## EXERCISE
Find the line containing "function paint(path, color)" in the entries below. Restate it and each line after it, word for word, up to and including the line containing "function write(font, color, halo, rows, align".

## INFORMATION GIVEN
-*-*-

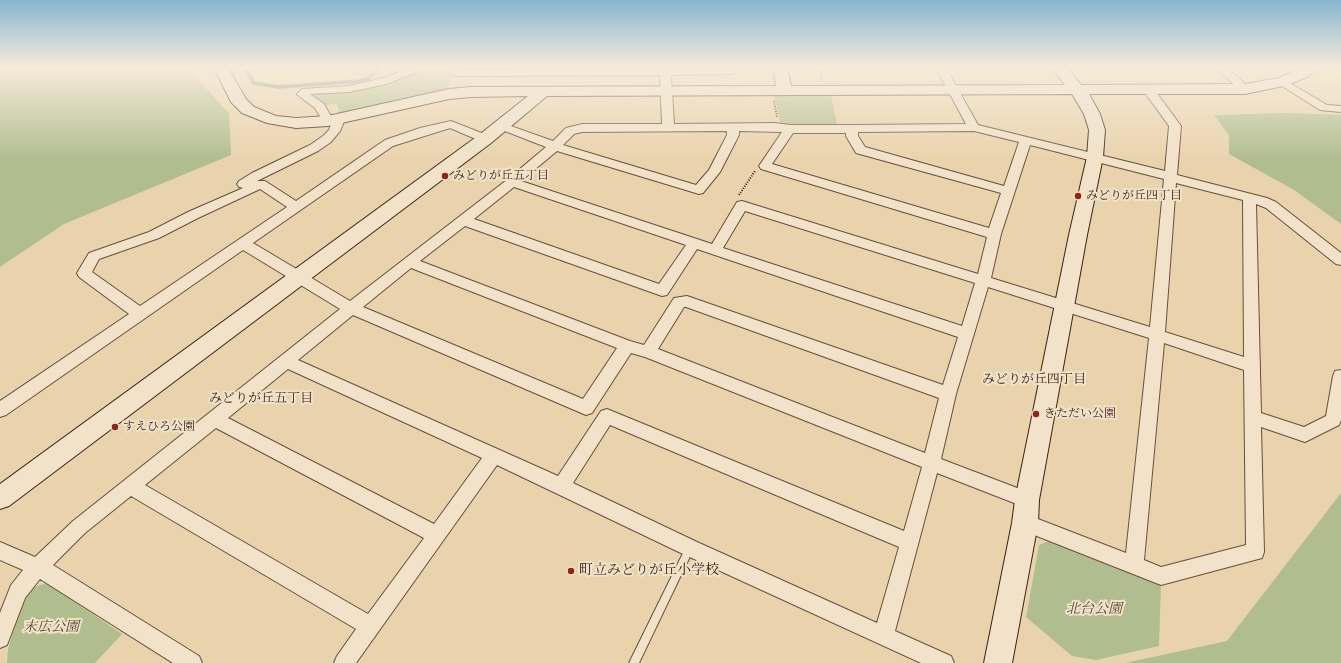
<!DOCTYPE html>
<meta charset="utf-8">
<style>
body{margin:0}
canvas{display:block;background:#e9d3ac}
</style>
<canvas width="1341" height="663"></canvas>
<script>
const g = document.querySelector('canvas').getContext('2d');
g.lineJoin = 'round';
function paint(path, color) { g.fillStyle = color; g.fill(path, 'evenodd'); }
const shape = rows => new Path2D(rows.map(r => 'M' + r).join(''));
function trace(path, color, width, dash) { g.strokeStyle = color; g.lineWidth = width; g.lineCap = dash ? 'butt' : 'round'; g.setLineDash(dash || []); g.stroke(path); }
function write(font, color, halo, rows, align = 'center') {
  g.font = font + ' "Libre Bodoni","Noto Serif JP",serif'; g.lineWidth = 4; g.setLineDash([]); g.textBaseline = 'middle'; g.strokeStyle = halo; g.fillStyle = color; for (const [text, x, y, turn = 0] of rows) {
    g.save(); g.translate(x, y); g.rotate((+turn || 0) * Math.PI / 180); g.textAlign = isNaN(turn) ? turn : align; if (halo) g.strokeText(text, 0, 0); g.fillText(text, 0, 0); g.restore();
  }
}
paint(shape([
 [0,68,187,68,229,113,231,155,64,224,0,267],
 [422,68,454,68,446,91,340,115,337,104,323,105,309,94,312,92,347,90],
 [774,95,831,95,837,125,781,125],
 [1287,113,1341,115,1341,224,1294,190,1229,154,1229,135,1214,115],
 [1341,493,1341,663,1125,663,1227,641],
 [1052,540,1161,584,1159,646,1096,660,1072,656,1026,617,1039,545],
 [47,583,122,634,95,663,7,663,8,649,19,612,31,588]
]), '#b0be8f');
trace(shape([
 [245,68,254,83,278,87,360,81,369,78,379,68]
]), '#747b72', 3.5);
const lane = shape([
 [690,544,693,545,694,548,639,663,629,663,687,545,690,544]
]);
const street = shape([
 [410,68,423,68,422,70,386,84,349,92,310,94,324,104,333,120,335,117,343,117,345,119,340,131,331,142,318,151,257,181,265,181,296,201,385,140,420,128,451,121,489,136,491,139,489,142,485,143,450,128,393,146,253,243,350,301,508,179,546,147,497,128,495,126,497,124,505,124,553,141,566,128,582,124,662,124,660,75,455,76,450,73,452,68,462,68,462,70,735,68,734,73,730,74,671,75,674,124,775,123,790,125,852,125,966,124,936,68,946,68,978,125,1165,171,1169,126,1143,90,1145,88,1153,88,1181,126,1177,175,1267,198,1276,202,1341,253,1341,265,1336,264,1266,208,1256,204,1261,413,1304,427,1326,416,1333,376,1335,371,1341,370,1341,420,1339,425,1305,442,1261,427,1264,552,1262,558,1161,585,1019,529,1016,523,1019,517,1025,514,1126,553,1149,338,988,287,956,394,941,459,1033,494,1036,500,1033,506,1027,508,937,473,895,631,951,656,954,663,921,663,683,554,497,465,356,663,334,663,337,656,356,629,131,496,85,533,53,565,199,656,202,663,173,663,40,579,25,598,7,645,0,648,0,613,11,585,23,570,0,560,0,542,35,557,73,521,340,309,243,250,6,415,0,417,0,401,129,314,79,277,77,273,89,253,149,232,188,212,243,188,239,187,237,184,239,181,252,173,310,145,323,136,329,130,331,124,324,123,315,108,299,96,297,94,302,89,349,86,383,78,410,68],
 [727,131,727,135,709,170,696,185,563,145,574,134,582,132,727,131],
 [739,131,782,132,759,166,761,169,987,237,978,274,742,201,737,202,712,244,521,181,557,151,699,194,703,193,720,172,739,135,739,131],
 [974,131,1019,142,1004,186,865,147,858,136,858,132,974,131],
 [793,133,846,133,846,136,856,153,1001,193,989,228,772,164,793,133],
 [1030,145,1164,179,1150,327,991,278,1001,234,1030,145],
 [1176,183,1243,200,1244,357,1165,332,1176,183],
 [514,187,686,245,659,284,474,219,514,187],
 [260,189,287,207,140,306,92,272,99,259,159,238,198,218,260,189],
 [745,211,975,283,962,326,723,248,745,211],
 [465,226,662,296,667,295,697,249,958,337,943,385,687,296,674,298,644,345,630,341,420,261,465,226],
 [411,268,617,348,583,399,363,307,411,268],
 [684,307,686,307,939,398,925,453,658,349,684,307],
 [353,315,586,415,592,413,631,353,645,357,922,467,904,531,607,409,601,411,558,476,298,360,353,315],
 [1164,343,1244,370,1246,545,1161,567,1144,560,1164,343],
 [288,369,482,458,434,524,228,418,288,369],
 [610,425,899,547,877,623,697,542,573,483,610,425],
 [216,428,424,538,368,614,145,485,216,428],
 [1216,68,1227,68,1251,89,1249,91,1241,91,1216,68],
 [1283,79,1327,105,1341,106,1341,112,1320,110,1279,84,1278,82,1283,79]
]);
const secondary = shape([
 [214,68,228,68,246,99,254,107,276,116,296,118,328,116,449,89,471,87,776,86,773,68,787,68,791,86,1065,85,1052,68,1067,68,1081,85,1245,84,1279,78,1301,68,1317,68,1307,77,1288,85,1245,94,1089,94,1100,114,1105,130,1103,157,1087,235,1039,500,1038,523,1012,663,984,663,1012,523,1015,500,1069,235,1087,157,1089,130,1084,114,1072,94,547,96,491,143,9,506,0,509,0,484,479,135,528,96,471,97,449,99,328,126,296,128,267,123,242,113,231,102,214,68]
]);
trace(lane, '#694e3b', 2);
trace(street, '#694e3b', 2);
trace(secondary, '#3e2215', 2);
trace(shape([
 [820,68,822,79],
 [774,101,777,117],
 [739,195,755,171]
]), '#3e2215', 2, [1, 1.5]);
paint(lane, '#f1e2c9');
paint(street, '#f1e2c9');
paint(secondary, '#f1e2c9');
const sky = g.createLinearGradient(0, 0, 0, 160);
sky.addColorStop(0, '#88b5d2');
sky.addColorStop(0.42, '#f5ebda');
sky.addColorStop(1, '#f5ebda00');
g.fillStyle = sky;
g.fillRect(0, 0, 1341, 160);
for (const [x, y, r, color] of [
 [445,176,4,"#8f2418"],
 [1078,196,4,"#8f2418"],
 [1036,414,4,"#8f2418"],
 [115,427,4,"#8f2418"],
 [571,571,4,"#8f2418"]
]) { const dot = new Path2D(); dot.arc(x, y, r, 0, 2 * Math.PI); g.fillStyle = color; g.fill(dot); trace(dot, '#f1e2c9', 1.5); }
write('12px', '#3e2215', '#f1e2c9', [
 ["みどりが丘五丁目",453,176],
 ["みどりが丘四丁目",1086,196],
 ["きただい公園",1044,414],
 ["すえひろ公園",123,427]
], 'left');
write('13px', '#3e2215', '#f1e2c9', [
 ["みどりが丘四丁目",1034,380],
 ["みどりが丘五丁目",261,399]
]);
write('14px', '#3e2215', '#f1e2c9', [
 ["町立みどりが丘小学校",579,571]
], 'left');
write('italic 14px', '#5a4934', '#f1e2c9', [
 ["北台公園",1094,610],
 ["末広公園",51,628]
]);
</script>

-*-*-

## WRITTEN REPLY
function paint(path, color) { g.fillStyle = color; g.fill(path, 'evenodd'); }
const shape = rows => new Path2D(rows.map(r => 'M' + r).join(''));
function trace(path, color, width, dash) { g.strokeStyle = color; g.lineWidth = width; g.lineCap = dash ? 'butt' : 'round'; g.setLineDash(dash || []); g.stroke(path); }
function write(font, color, halo, rows, align = 'center') {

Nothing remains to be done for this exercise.